Supplied entries START

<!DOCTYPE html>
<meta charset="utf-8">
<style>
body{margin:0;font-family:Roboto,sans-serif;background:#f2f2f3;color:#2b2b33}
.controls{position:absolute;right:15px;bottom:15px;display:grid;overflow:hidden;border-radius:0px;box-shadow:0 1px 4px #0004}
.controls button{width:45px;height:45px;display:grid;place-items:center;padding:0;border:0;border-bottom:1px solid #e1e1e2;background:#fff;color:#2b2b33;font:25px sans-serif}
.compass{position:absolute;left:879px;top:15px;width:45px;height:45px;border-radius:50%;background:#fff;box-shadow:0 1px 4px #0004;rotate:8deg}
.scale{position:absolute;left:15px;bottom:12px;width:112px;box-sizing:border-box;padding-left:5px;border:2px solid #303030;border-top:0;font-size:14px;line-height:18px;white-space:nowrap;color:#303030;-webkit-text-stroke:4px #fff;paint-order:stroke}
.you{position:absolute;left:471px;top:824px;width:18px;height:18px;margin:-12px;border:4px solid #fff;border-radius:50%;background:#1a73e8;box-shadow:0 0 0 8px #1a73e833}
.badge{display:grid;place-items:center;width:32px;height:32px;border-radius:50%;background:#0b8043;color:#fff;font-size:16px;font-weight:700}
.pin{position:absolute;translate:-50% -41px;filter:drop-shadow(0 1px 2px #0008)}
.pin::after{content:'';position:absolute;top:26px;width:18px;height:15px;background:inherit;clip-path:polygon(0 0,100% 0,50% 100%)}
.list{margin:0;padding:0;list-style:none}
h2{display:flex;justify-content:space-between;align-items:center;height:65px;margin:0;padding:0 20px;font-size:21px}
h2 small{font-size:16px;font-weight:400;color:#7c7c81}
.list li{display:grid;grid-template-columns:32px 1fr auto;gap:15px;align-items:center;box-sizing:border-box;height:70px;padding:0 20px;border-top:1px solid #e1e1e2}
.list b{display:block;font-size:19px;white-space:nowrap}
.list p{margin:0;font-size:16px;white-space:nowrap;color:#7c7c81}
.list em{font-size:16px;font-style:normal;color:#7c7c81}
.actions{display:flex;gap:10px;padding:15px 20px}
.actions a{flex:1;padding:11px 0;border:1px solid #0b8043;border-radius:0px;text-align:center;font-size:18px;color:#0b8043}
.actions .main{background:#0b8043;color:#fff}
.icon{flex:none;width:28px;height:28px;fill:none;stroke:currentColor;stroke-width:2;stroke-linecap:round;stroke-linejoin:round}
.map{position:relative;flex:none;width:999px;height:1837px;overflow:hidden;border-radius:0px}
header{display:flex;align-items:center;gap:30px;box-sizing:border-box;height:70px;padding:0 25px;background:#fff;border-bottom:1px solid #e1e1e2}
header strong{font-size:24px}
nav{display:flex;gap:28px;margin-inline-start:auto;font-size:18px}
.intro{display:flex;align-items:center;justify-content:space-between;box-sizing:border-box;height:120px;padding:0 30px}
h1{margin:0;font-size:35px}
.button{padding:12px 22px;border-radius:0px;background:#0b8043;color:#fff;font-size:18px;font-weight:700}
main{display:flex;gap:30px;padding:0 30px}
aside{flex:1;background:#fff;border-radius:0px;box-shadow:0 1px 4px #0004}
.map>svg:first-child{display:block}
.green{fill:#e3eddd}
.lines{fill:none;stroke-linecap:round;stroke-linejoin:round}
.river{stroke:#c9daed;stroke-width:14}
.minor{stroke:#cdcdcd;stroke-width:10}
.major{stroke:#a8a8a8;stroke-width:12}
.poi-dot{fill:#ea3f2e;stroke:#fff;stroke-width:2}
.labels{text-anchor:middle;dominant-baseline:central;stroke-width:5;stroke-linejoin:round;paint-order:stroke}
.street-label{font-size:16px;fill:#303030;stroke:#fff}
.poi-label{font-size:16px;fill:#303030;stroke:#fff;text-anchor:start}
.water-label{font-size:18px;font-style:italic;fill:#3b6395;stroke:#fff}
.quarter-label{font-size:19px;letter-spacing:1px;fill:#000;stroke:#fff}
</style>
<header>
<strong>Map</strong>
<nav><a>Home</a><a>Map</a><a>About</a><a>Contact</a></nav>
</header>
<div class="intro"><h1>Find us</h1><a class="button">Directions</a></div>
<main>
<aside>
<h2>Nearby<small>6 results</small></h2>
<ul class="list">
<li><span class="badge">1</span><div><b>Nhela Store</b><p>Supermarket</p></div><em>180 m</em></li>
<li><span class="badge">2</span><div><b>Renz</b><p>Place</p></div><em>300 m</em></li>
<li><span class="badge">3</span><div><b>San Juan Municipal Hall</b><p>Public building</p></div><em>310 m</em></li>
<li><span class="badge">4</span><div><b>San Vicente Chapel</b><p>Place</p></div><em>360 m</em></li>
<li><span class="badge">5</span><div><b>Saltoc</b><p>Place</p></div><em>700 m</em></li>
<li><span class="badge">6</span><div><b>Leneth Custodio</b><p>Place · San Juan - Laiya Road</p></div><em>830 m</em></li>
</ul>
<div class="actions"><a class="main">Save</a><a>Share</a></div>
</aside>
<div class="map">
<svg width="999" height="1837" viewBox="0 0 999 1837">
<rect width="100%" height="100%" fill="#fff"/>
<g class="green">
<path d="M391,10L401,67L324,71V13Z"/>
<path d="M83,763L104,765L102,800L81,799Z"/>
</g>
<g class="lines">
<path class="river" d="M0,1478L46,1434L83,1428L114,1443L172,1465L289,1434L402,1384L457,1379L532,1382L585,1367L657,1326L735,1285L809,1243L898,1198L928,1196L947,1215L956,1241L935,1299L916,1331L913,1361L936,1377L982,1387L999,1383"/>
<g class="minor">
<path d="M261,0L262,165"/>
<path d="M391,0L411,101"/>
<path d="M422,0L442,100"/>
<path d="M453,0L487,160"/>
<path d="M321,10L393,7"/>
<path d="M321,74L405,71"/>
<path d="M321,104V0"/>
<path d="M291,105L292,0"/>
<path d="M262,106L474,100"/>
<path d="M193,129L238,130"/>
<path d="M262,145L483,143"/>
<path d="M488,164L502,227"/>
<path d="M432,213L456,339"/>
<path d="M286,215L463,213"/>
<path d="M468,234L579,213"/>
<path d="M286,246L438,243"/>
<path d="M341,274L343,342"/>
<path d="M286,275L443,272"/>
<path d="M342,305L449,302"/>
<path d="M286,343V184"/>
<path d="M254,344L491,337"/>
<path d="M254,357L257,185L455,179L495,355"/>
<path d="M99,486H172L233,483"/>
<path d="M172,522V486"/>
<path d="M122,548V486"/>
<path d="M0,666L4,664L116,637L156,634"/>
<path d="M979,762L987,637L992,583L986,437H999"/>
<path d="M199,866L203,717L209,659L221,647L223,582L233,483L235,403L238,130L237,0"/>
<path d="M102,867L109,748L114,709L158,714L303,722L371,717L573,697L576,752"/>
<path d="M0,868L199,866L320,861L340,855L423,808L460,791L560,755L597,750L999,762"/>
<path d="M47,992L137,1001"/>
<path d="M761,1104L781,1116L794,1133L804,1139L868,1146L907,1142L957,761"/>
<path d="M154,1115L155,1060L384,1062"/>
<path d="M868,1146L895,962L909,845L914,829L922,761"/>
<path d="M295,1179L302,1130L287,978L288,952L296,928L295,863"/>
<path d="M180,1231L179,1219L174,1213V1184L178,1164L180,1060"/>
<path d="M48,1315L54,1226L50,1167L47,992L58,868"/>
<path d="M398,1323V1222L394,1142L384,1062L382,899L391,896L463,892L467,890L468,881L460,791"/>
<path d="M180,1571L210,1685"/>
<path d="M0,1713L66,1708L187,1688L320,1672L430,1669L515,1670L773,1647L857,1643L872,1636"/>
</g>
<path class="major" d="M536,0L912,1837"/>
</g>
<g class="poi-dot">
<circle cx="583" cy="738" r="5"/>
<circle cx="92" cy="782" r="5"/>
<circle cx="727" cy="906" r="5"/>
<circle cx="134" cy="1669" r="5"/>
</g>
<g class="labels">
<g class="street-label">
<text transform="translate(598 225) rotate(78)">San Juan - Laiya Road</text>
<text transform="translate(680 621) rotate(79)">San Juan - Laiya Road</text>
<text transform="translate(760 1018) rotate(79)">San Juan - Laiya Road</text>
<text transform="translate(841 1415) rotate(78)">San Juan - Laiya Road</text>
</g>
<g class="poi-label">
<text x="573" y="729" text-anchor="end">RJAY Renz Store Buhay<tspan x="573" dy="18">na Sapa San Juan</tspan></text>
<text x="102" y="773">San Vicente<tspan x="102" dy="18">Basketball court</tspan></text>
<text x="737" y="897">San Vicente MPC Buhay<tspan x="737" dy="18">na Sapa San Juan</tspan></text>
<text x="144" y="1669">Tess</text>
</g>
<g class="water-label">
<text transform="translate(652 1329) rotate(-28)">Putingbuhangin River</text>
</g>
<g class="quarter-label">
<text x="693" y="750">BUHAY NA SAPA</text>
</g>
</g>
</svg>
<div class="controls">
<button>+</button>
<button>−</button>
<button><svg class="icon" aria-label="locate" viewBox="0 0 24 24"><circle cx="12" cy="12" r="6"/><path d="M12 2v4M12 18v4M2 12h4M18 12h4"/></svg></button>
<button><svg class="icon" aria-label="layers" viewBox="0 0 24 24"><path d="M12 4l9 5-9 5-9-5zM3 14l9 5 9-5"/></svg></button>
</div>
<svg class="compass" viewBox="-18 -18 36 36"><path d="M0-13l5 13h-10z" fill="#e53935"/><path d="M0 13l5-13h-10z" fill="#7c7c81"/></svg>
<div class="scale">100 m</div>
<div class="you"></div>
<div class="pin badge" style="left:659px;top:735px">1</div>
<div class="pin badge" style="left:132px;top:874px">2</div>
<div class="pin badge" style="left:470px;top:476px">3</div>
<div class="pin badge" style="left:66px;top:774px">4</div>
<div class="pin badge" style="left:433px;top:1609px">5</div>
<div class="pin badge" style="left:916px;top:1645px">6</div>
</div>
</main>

Supplied entries END

Your answer should be one number: how many lines in the records above include "aside".

| Your response |
3